What the task requires: Your output should consist solely of the lines from the one with "Read this map" through the end of the records, reproduced exactly, both ends included.

(Data entries)
--*--

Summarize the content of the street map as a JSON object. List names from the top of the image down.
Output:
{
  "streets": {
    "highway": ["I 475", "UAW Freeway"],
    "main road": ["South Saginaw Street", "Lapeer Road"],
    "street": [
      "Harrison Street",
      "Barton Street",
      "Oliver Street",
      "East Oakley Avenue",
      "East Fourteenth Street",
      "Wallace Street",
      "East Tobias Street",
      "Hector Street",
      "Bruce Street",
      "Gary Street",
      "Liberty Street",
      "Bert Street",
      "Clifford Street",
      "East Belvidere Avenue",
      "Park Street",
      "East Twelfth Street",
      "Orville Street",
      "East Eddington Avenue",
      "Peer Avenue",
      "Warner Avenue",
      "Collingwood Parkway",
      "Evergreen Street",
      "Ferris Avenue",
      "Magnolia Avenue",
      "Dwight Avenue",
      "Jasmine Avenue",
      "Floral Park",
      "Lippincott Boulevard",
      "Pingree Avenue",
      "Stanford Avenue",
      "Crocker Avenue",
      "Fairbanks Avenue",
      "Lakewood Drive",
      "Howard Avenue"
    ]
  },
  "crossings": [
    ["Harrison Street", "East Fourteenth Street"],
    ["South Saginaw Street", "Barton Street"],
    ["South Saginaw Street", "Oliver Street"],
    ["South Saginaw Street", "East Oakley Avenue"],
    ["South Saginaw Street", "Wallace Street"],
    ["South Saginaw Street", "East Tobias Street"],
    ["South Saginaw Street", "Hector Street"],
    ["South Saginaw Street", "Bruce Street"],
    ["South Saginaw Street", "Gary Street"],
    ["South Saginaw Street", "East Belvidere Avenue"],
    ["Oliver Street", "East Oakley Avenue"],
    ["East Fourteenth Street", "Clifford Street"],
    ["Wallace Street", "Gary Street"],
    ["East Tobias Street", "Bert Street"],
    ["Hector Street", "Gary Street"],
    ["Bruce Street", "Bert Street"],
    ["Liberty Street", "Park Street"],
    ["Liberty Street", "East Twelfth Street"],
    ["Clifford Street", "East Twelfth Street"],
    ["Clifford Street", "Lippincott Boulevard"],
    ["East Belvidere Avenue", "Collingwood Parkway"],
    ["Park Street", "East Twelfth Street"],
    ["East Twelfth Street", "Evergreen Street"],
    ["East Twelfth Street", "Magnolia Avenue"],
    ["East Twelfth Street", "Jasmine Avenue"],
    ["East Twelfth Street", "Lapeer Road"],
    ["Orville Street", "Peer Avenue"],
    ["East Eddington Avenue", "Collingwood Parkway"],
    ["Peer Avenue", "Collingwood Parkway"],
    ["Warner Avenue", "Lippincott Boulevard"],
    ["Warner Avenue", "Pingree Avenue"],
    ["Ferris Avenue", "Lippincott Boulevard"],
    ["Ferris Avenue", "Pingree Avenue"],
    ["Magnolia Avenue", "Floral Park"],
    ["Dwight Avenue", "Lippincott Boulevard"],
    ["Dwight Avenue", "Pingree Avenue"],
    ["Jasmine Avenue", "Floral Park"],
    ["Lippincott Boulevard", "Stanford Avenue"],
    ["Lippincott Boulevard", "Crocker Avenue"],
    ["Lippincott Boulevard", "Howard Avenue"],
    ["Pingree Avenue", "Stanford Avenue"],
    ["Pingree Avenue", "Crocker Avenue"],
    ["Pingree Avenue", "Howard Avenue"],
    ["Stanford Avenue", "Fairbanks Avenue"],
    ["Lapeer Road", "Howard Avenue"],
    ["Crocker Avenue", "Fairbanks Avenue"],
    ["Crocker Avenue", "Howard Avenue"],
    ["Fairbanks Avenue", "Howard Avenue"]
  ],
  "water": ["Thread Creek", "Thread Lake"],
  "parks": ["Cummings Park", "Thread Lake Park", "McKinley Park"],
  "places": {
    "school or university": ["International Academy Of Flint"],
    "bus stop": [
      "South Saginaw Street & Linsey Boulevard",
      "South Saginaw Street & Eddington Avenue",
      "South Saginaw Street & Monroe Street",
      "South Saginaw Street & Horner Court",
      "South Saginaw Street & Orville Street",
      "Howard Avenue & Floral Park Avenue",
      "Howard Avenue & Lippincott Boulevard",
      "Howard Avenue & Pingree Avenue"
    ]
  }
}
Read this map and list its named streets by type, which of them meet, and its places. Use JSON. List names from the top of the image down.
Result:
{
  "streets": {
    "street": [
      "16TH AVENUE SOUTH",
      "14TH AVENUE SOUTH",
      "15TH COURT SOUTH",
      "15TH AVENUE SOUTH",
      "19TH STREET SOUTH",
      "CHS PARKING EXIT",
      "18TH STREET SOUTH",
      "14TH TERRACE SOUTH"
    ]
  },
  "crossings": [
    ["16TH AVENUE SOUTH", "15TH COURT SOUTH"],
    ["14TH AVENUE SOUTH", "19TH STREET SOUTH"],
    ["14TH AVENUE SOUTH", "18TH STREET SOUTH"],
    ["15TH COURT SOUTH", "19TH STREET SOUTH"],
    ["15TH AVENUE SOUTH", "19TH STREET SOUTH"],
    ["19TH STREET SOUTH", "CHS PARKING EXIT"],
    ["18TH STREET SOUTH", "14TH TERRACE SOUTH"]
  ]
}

--*--

Your solution:
Read this map and list its named streets by type, which of them meet, and its places. Use JSON. List names from the top of the image down.
Result:
{
  "streets": {
    "street": [
      "16TH AVENUE SOUTH",
      "14TH AVENUE SOUTH",
      "15TH COURT SOUTH",
      "15TH AVENUE SOUTH",
      "19TH STREET SOUTH",
      "CHS PARKING EXIT",
      "18TH STREET SOUTH",
      "14TH TERRACE SOUTH"
    ]
  },
  "crossings": [
    ["16TH AVENUE SOUTH", "15TH COURT SOUTH"],
    ["14TH AVENUE SOUTH", "19TH STREET SOUTH"],
    ["14TH AVENUE SOUTH", "18TH STREET SOUTH"],
    ["15TH COURT SOUTH", "19TH STREET SOUTH"],
    ["15TH AVENUE SOUTH", "19TH STREET SOUTH"],
    ["19TH STREET SOUTH", "CHS PARKING EXIT"],
    ["18TH STREET SOUTH", "14TH TERRACE SOUTH"]
  ]
}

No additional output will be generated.